• **INSTRUCTIONS TO FOLLOW**: Could you repeat, exactly and with no pictures, only the lines from the start of the records through the line containing "position:absolute; left:1419px; top:884px;"?

• **RECORDED DATA**:
—————
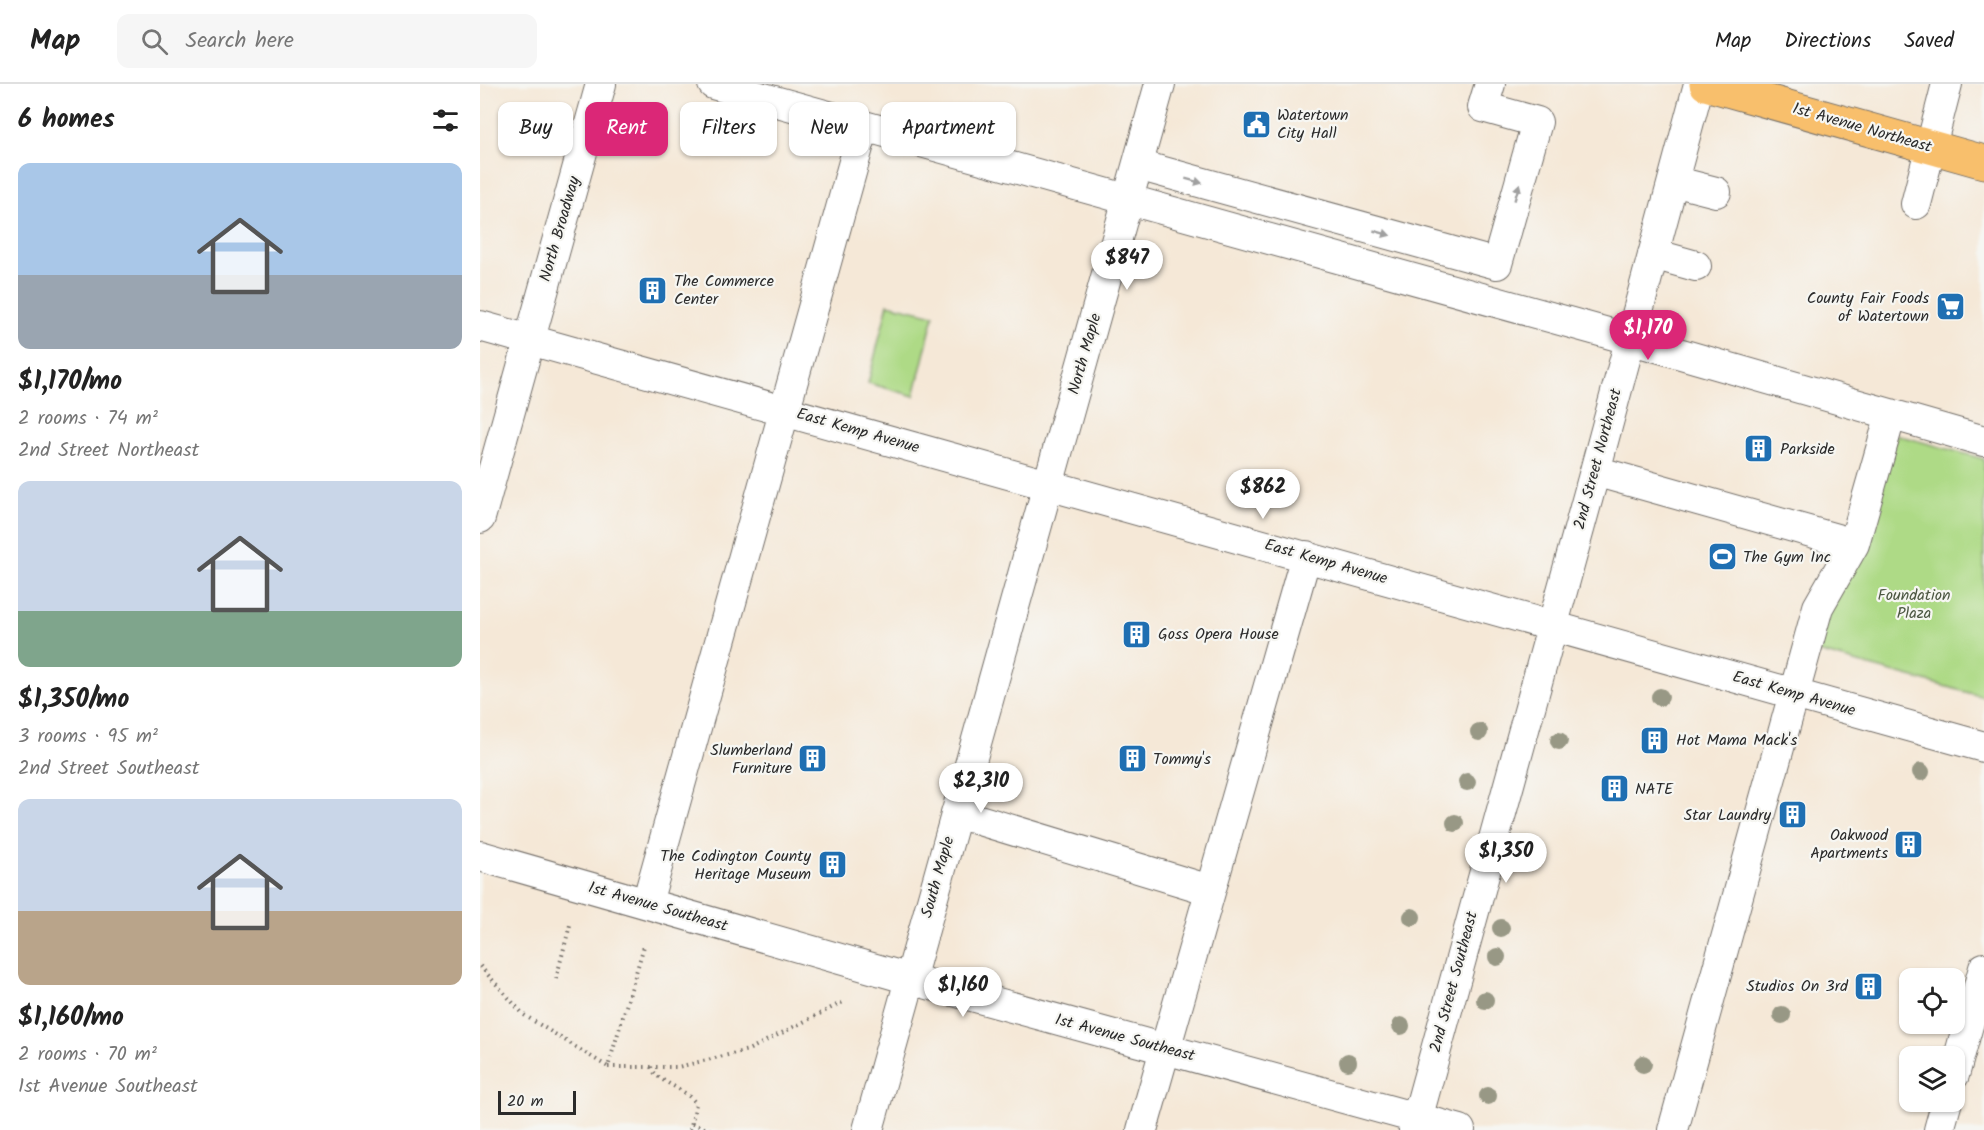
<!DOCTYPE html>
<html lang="en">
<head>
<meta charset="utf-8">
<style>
	:root { --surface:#fff; --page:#f6f6f6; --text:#222; --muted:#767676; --line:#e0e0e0; --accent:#db2777 }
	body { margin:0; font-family:Kalam,sans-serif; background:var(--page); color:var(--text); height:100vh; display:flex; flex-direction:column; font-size:22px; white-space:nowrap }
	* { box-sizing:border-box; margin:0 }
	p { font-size:20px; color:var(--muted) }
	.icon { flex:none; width:33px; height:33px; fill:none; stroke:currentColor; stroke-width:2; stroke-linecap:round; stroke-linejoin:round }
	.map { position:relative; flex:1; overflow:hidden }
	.details { display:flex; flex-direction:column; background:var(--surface); width:480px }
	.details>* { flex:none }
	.hud { position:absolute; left:18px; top:18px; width:570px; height:54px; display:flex; gap:12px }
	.controls { position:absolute; left:1419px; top:884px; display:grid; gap:12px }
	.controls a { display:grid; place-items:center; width:66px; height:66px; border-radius:12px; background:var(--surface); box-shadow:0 2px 4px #0004; font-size:30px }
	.scale { position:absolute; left:18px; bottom:15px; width:78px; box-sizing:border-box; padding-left:6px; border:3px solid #2b2b2b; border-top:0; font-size:16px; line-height:21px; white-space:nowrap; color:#2b2b2b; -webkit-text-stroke:4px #f6f6f2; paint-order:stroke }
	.price { position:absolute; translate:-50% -51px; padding:0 14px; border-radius:21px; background:#fff; color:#222; font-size:20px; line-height:39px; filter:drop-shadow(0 2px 3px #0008) }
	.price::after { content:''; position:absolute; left:50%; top:36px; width:18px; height:14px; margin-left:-9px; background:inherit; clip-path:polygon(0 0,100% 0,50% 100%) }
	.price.active { background:var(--accent); color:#fff }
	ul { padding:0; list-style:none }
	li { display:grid; align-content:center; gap:12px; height:318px; padding:0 18px }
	li span { display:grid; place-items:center; height:186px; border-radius:12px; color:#555 }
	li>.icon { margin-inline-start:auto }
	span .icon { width:108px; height:108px; fill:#fffc; stroke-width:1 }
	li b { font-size:26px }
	h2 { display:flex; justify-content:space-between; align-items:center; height:72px; padding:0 18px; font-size:26px }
	.chip { padding:0 21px; border-radius:12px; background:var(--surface); box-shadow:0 2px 4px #0004; font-size:21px; line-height:54px }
	.chip.active { background:var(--accent); color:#fff }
	header { display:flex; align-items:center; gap:36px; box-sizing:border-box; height:84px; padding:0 30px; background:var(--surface); border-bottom:2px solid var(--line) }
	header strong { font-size:28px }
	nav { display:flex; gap:33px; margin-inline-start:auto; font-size:21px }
	.search { width:420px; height:54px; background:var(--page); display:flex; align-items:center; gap:15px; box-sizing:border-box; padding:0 21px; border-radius:12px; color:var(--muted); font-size:22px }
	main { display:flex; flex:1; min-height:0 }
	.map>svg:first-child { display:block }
	.green { fill:#aeda86; stroke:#6c8258; stroke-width:1.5 }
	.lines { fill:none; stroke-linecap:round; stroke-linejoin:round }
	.minor-casing { stroke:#726d67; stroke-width:32 }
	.major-casing { stroke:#726d67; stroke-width:35 }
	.path { stroke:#726d67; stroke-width:4; stroke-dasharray:1.5 4.5; stroke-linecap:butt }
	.minor { stroke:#fff; stroke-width:30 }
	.major { stroke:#f8bf6c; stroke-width:33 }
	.tree { fill:#989885 }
	.oneway { fill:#a0a0a0 }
	.labels { text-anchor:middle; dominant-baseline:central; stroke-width:4.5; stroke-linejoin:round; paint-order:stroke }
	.poi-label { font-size:16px; fill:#2b2b2b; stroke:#f6f6f2; text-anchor:start }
	.street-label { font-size:16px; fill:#2b2b2b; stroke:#f6f6f2 }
	.park-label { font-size:16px; fill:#4c5742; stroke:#f6f6f2 }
</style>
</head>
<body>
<header>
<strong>Map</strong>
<div class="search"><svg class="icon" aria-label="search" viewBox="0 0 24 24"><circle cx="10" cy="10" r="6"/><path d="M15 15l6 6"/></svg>Search here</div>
<nav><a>Map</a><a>Directions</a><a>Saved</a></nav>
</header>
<main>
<section class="details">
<h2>6 homes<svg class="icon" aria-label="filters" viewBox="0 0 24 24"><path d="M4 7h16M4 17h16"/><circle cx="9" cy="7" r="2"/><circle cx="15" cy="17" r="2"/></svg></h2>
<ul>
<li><span style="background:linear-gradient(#a9c7e8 60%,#9aa5b1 0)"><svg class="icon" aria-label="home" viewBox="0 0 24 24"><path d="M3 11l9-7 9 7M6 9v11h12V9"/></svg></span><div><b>$1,170/mo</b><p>2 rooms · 74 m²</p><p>2nd Street Northeast</p></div></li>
<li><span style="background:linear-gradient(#c9d6e8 70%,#7fa58c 0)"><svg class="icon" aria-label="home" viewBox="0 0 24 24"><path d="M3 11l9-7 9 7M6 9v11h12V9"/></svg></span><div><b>$1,350/mo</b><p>3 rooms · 95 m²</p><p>2nd Street Southeast</p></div></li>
<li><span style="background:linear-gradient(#c9d6e8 60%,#b9a48a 0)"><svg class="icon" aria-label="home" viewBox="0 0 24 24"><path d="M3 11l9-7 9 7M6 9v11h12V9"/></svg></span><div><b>$1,160/mo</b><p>2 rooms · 70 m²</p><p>1st Avenue Southeast</p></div></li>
</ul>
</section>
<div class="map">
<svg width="1504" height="1046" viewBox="0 0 1504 1046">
	<rect width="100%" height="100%" fill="#f6f6f2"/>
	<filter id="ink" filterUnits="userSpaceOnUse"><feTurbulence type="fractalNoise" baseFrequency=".0167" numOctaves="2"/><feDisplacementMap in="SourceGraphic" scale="12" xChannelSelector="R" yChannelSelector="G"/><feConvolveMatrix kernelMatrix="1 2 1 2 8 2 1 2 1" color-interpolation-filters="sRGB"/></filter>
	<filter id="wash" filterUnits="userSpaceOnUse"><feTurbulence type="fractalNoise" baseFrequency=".008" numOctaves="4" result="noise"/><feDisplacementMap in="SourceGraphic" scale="24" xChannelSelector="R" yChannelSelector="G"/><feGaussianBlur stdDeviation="1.35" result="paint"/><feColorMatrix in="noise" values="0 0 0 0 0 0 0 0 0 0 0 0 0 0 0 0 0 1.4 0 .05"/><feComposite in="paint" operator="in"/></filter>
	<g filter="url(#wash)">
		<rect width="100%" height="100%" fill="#f5e8d7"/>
		<!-- green -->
		<path class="green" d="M 408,220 L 454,231 L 434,312 L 388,299 Z
			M 1417,351 L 1504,375 L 1504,613 L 1338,568 L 1356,502 Z"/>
	</g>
	<g filter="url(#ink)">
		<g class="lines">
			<defs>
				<path id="minor" d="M 233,0 L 1149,255 L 1504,357
					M 658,81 L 1017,180 L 1057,38 L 1003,23 L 1010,0
					M 1193,97 L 1236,108
					M 1436,120 L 1467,0
					M 1173,170 L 1216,182
					M 0,242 L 1504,663
					M 1115,387 L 1374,460
					M 0,434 L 121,0
					M 476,729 L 730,806
					M 0,772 L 430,895 L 980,1046
					M 167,819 L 384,42
					M 1474,991 L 1504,884
					M 388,1046 L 680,0
					M 662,1046 L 826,472
					M 934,1046 L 1115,387 L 1219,0
					M 1193,1046 L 1338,523 L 1374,460 L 1411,330
					M 1459,1046 L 1467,1017"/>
				<path id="major" d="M 1226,0 L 1504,78"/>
			</defs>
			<!-- minor casing -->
			<use href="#minor" class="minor-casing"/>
			<!-- major casing -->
			<use href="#major" class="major-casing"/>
			<!-- path -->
			<path class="path" d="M 0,882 L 44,931 L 128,983 L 164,862
				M 76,895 L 90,841
				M 128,983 L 198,983 L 268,966 L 365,917
				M 171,983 C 177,999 205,1003 216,1020 L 210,1046
				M 212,1040 L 231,1046"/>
			<!-- minor -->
			<use href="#minor" class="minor"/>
			<!-- major -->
			<use href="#major" class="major"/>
		</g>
		<!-- trees -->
		<g class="tree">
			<circle cx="1180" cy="613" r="9"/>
			<circle cx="999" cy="648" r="9"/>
			<circle cx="1079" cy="657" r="9"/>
			<circle cx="1441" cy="688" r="9"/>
			<circle cx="987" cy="698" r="9"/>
			<circle cx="975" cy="739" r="9"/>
			<circle cx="932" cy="833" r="9"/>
			<circle cx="1021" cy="844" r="9"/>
			<circle cx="1017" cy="873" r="9"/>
			<circle cx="1005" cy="916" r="9"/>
			<circle cx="1302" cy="931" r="9"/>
			<circle cx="921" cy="942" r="9"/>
			<circle cx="868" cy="978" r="9"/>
			<circle cx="1163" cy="980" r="9"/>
			<circle cx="1008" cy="1012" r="9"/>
		</g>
		<!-- one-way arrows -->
		<defs><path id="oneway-solid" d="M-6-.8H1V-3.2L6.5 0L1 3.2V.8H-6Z" transform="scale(1.5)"/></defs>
		<g class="oneway">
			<use href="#oneway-solid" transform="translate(714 97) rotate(15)"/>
			<use href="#oneway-solid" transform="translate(1037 108) rotate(-74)"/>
			<use href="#oneway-solid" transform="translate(902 149) rotate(16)"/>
		</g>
	</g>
	<!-- icons -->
	<defs>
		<symbol id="civic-square" viewBox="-11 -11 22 22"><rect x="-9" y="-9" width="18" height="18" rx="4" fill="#1f6fb2" stroke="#f6f6f2"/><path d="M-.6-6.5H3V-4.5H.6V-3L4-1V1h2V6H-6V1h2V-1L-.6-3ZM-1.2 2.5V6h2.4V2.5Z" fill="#fff"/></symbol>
		<symbol id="building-square" viewBox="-11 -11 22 22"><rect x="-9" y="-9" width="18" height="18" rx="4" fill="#1f6fb2" stroke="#f6f6f2"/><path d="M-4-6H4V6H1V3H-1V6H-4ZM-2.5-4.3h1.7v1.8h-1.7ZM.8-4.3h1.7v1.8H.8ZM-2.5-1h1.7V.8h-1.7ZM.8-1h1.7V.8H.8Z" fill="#fff"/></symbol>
		<symbol id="supermarket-square" viewBox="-11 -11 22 22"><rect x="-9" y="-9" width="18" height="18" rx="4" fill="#1f6fb2" stroke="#f6f6f2"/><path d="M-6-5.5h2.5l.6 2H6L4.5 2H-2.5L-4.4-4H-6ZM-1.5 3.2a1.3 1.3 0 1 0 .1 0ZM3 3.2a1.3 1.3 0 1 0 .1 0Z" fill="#fff"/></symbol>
		<symbol id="stadium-square" viewBox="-11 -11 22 22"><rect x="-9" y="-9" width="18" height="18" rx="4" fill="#1f6fb2" stroke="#f6f6f2"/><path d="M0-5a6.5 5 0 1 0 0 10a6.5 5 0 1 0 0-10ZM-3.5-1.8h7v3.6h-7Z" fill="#fff"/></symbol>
	</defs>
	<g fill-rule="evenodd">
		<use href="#civic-square" x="760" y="24" width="33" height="33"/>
		<use href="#building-square" x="156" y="190" width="33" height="33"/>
		<use href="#supermarket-square" x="1454" y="206" width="33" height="33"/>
		<use href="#building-square" x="1262" y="348" width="33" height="33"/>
		<use href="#stadium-square" x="1226" y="456" width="33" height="33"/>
		<use href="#building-square" x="640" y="534" width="33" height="33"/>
		<use href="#building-square" x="1158" y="640" width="33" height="33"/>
		<use href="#building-square" x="316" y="658" width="33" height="33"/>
		<use href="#building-square" x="636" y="658" width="33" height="33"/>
		<use href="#building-square" x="1118" y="688" width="33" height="33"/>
		<use href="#building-square" x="1296" y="714" width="33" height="33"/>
		<use href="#building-square" x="1412" y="744" width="33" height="33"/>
		<use href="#building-square" x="336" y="764" width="33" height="33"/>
		<use href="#building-square" x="1372" y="886" width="33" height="33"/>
	</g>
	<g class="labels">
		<!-- poi labels -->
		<g class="poi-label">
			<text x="797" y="31">Watertown<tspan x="797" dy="18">City Hall</tspan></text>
			<text x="194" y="197">The Commerce<tspan x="194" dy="18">Center</tspan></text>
			<text x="1449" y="214" text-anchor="end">County Fair Foods<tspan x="1449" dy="18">of Watertown</tspan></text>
			<text x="1300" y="365">Parkside</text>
			<text x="1263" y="473">The Gym Inc</text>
			<text x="678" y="550">Goss Opera House</text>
			<text x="1196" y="656">Hot Mama Mack's</text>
			<text x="312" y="666" text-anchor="end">Slumberland<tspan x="312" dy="18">Furniture</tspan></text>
			<text x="673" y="675">Tommy's</text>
			<text x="1155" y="705">NATE</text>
			<text x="1291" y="731" text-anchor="end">Star Laundry</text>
			<text x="1408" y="751" text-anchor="end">Oakwood<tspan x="1408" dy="18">Apartments</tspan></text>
			<text x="331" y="772" text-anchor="end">The Codington County<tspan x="331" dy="18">Heritage Museum</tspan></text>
			<text x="1368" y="902" text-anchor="end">Studios On 3rd</text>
		</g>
		<!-- street labels -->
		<g class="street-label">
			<text transform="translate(1382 44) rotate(16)">1st Avenue Northeast</text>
			<text transform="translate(80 145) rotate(-74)">North Broadway</text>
			<text transform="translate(605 270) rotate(-74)">North Maple</text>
			<text transform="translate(378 347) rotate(16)">East Kemp Avenue</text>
			<text transform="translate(1118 375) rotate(-75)">2nd Street Northeast</text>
			<text transform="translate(846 478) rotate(16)">East Kemp Avenue</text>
			<text transform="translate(1314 610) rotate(16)">East Kemp Avenue</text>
			<text transform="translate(458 793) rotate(-74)">South Maple</text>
			<text transform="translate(178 823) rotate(16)">1st Avenue Southeast</text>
			<text transform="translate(974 898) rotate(-75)">2nd Street Southeast</text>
			<text transform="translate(645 954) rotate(15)">1st Avenue Southeast</text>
		</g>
		<!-- park labels -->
		<g class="park-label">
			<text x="1434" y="511">Foundation<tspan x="1434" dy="18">Plaza</tspan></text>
		</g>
	</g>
</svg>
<div class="controls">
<a><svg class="icon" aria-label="locate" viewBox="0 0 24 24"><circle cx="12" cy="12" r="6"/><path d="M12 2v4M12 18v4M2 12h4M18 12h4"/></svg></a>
<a><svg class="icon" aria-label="layers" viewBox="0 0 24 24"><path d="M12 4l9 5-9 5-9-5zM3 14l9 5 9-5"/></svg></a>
</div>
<div class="scale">20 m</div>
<b class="price" style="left:647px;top:207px">$847</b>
<b class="price active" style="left:1168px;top:277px">$1,170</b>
<b class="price" style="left:783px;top:436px">$862</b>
<b class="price" style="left:501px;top:730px">$2,310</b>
<b class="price" style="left:1026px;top:800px">$1,350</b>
<b class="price" style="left:483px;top:934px">$1,160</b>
<div class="hud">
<a class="chip">Buy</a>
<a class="chip active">Rent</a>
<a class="chip">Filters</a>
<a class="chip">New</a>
<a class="chip">Apartment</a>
</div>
</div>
</main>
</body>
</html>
—————
• **RESPONSE TO THIS TASK**:
<!DOCTYPE html>
<html lang="en">
<head>
<meta charset="utf-8">
<style>
	:root { --surface:#fff; --page:#f6f6f6; --text:#222; --muted:#767676; --line:#e0e0e0; --accent:#db2777 }
	body { margin:0; font-family:Kalam,sans-serif; background:var(--page); color:var(--text); height:100vh; display:flex; flex-direction:column; font-size:22px; white-space:nowrap }
	* { box-sizing:border-box; margin:0 }
	p { font-size:20px; color:var(--muted) }
	.icon { flex:none; width:33px; height:33px; fill:none; stroke:currentColor; stroke-width:2; stroke-linecap:round; stroke-linejoin:round }
	.map { position:relative; flex:1; overflow:hidden }
	.details { display:flex; flex-direction:column; background:var(--surface); width:480px }
	.details>* { flex:none }
	.hud { position:absolute; left:18px; top:18px; width:570px; height:54px; display:flex; gap:12px }
	.controls { position:absolute; left:1419px; top:884px; display:grid; gap:12px }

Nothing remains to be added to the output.